Let’s say we have a sheet of paper in which a grid pattern is printed, and the camera is seeing it.

We’re reading y-coordinates which the bottom, middle, and top pixel in the image refer to respectively. These values will be used as ground truth for the genetic algorithm.

Just for a sidenote, a simplified diagram of this setup is shown as bellow, which is mathematically easy to describe using tangent equation. The constant we want to know is theta_start, theta_fov, and z.

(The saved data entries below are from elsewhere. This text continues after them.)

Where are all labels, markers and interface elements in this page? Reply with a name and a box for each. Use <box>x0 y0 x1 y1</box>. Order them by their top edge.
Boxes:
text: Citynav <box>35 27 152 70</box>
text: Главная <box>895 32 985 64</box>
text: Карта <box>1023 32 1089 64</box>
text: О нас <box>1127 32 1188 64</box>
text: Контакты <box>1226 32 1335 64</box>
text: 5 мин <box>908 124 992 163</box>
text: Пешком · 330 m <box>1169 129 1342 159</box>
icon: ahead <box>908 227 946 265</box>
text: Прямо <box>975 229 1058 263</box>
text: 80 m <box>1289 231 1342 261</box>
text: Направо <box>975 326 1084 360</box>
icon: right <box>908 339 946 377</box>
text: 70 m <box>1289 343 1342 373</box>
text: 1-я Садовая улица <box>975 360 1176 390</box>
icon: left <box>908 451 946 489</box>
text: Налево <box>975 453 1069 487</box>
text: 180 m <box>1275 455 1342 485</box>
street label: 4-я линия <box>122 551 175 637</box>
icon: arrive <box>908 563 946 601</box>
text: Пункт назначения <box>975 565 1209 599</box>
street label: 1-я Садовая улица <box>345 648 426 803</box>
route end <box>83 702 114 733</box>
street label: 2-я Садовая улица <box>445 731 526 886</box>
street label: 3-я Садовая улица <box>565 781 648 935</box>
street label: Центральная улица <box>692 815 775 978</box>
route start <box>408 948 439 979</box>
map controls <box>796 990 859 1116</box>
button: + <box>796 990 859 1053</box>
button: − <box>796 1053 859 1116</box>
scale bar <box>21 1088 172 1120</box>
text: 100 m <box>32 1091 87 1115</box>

The greatest advantage of the genetic algorithm is that all you have to do is just to put down the mathematical equation and to give the program the ground truth and then run the program to get the optimal values. Moreover, if the loss of each iteration can be calculated
somehow, the genetic algorithm is likely to work for that problem. So it’s flexible way to search the solutions. Each iteration will evaluate and quantify the fitness of the constants. This is done with the loss function, and least-squares are proper in many cases.

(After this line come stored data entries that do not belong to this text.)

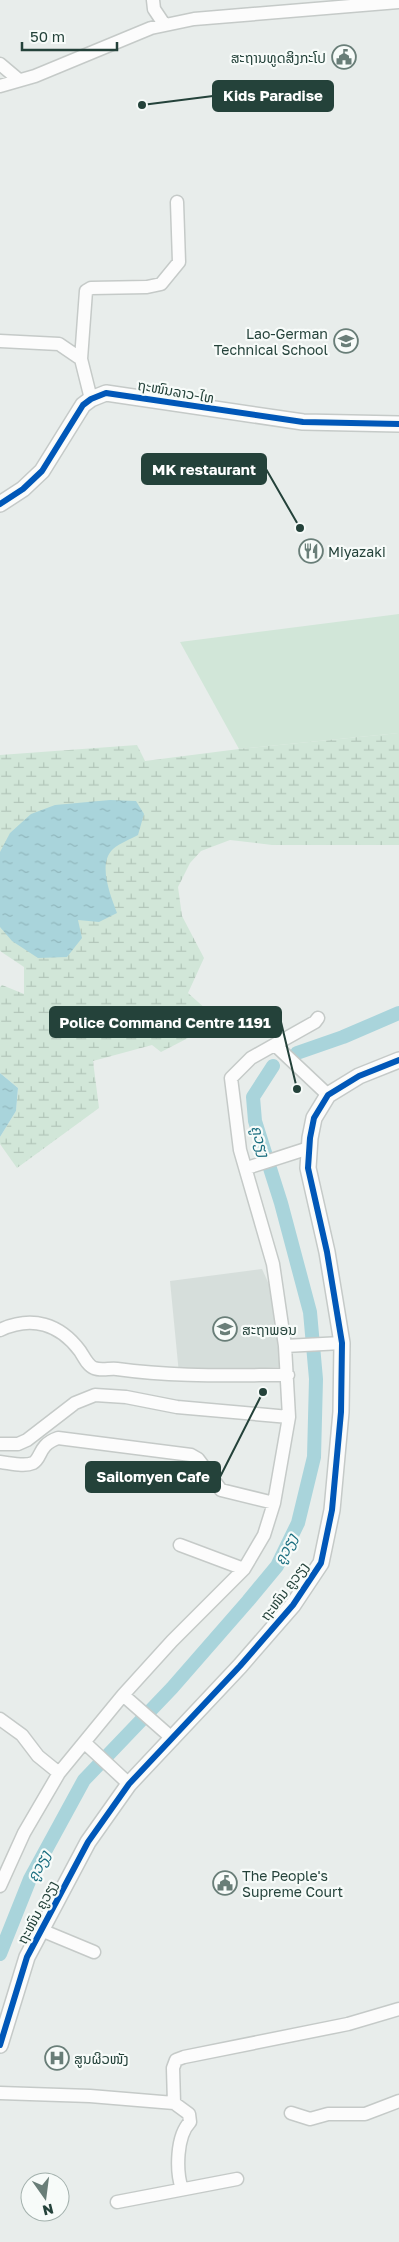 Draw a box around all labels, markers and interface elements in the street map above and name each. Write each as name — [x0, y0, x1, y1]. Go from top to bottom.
scale bar — [22, 20, 118, 52]
text: 50 m — [30, 27, 65, 45]
public building icon: ສະຖານທູດສິງກະໂປ — [331, 44, 357, 70]
place label: ສະຖານທູດສິງກະໂປ — [231, 49, 326, 67]
callout: Kids Paradise — [213, 81, 333, 111]
text: Kids Paradise — [223, 86, 323, 104]
place label: Lao-German Technical School — [214, 325, 328, 358]
school or university icon: Lao-German Technical School — [333, 328, 359, 354]
street label: ຖະໜົນລາວ-ໄທ — [136, 376, 216, 406]
callout: MK restaurant — [142, 454, 266, 484]
text: MK restaurant — [152, 460, 256, 478]
restaurant icon: Miyazaki — [298, 538, 324, 564]
place label: Miyazaki — [328, 543, 386, 560]
callout: Police Command Centre 1191 — [50, 1007, 281, 1037]
text: Police Command Centre 1191 — [59, 1013, 271, 1031]
water label: ຄູວຽງ — [246, 1123, 274, 1161]
school or university icon: ສະຖາພອນ — [212, 1316, 238, 1342]
place label: ສະຖາພອນ — [242, 1321, 297, 1338]
callout: Sailomyen Cafe — [86, 1462, 220, 1492]
text: Sailomyen Cafe — [96, 1467, 210, 1485]
water label: ຄູວຽງ — [270, 1529, 303, 1568]
street label: ຖະໜົນ ຄູວຽງ — [256, 1558, 313, 1624]
water label: ຄູວຽງ — [23, 1846, 56, 1885]
place label: The People's Supreme Court — [242, 1867, 343, 1900]
public building icon: The People's Supreme Court — [212, 1870, 238, 1896]
street label: ຖະໜົນ ຄູວຽງ — [13, 1877, 62, 1947]
hospital icon: ສູນຜິວໜັງ — [44, 2045, 70, 2071]
place label: ສູນຜິວໜັງ — [74, 2050, 129, 2068]
north arrow — [20, 2172, 70, 2222]
text: N — [41, 2201, 55, 2220]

Because the mathematical model, in this case, is continuous, the optimization goes pretty straightforward. If the model complex, you may have to deal with local minima issues.
Otherwise technique required for this optimazation is tweaking the parameters, not using crossover operations.

The code is shown below.

import math, random

def calc_loss(theta_start_in, theta_camera_in, z_in, y_start_in, fac):
    global params

    rand0 = fac * (random.random() - 0.5)
    rand1 = fac * (random.random() - 0.5)
    rand2 = fac * (random.random() - 0.5)
    rand3 = fac * (random.random() - 0.5)
    theta_start = theta_start_in + rand0
    theta_camera = theta_camera_in + rand1
    z = z_in + rand2
    y_start = y_start_in + rand3

    y1 = y_start + z * math.tan(math.radians(theta_start + theta_camera))
    y2 = y_start + z * math.tan(math.radians(theta_start + 0.5 * theta_camera))
    y3 = y_start + z * math.tan(math.radians(theta_start))
    y1_true = params['y1_true']
    y2_true = params['y2_true']
    y3_true = params['y3_true']
    loss = math.pow(y1 - y1_true, 2) + math.pow(y2 - y2_true, 2) + math.pow(y3 - y3_true, 2)
    return loss, theta_start, theta_camera, z, y_start

class Param():
    def __init__(self, loss, theta_start, theta_camera, z, y_start):
        self.loss = loss
        self.theta_start = theta_start
        self.theta_camera = theta_camera
        self.z = z
        self.y_start = y_start

    def __lt__(self, other):
        # self < other
        return self.loss < other.loss

# starter params
theta_start = 1.0
theta_camera = 1.0
z = 1.0
y_start = 1.0

# start learning
n_gen = 500
n_epoch = 2000
for i in range(n_epoch):

    children = []
    for j in range(n_gen):
        factor = 0.01 if j > 0 else 0

        loss_ret, theta_start_ret, theta_camera_ret, z_ret, y_start_ret = calc_loss(theta_start, theta_camera, z, y_start, factor)
        child = Param(loss_ret, theta_start_ret, theta_camera_ret, z_ret, y_start_ret)
        children.append(child)

    # 0th is the best
    children = sorted(children)
    theta_start, theta_camera, z, y_start = children[0].theta_start, children[0].theta_camera, children[0].z, children[0].y_start
    if i == 0:
        print ''
        print 'worst child: loss: {}'.format(children[len(children)-1].loss)
    if i % 500 == 0:
        print 'epoch: {}, loss: {}'.format(i, children[0].loss)

# results
best = children[0]
params['theta_start'] = best.theta_start
params['theta_camera'] = best.theta_camera
params['z'] = best.z
params['y_start'] = best.y_start
data = json.dumps(params, indent=4)
fn = 'camera_params.json'
with open(fn, 'w') as f:
    f.write(data)
    f.close()

print '\nlearned params:'
for k,v in params.items():
    print '{}: {}'.format(k, v)

In each iteration, the best individual, which of cource marked the least loss, is to be picked and used as a parent of the next iteration. The loss value after 2,000 epochs with 500 individuals eventually turned out to be nearly zero. And we got the optimal solutions for this problem.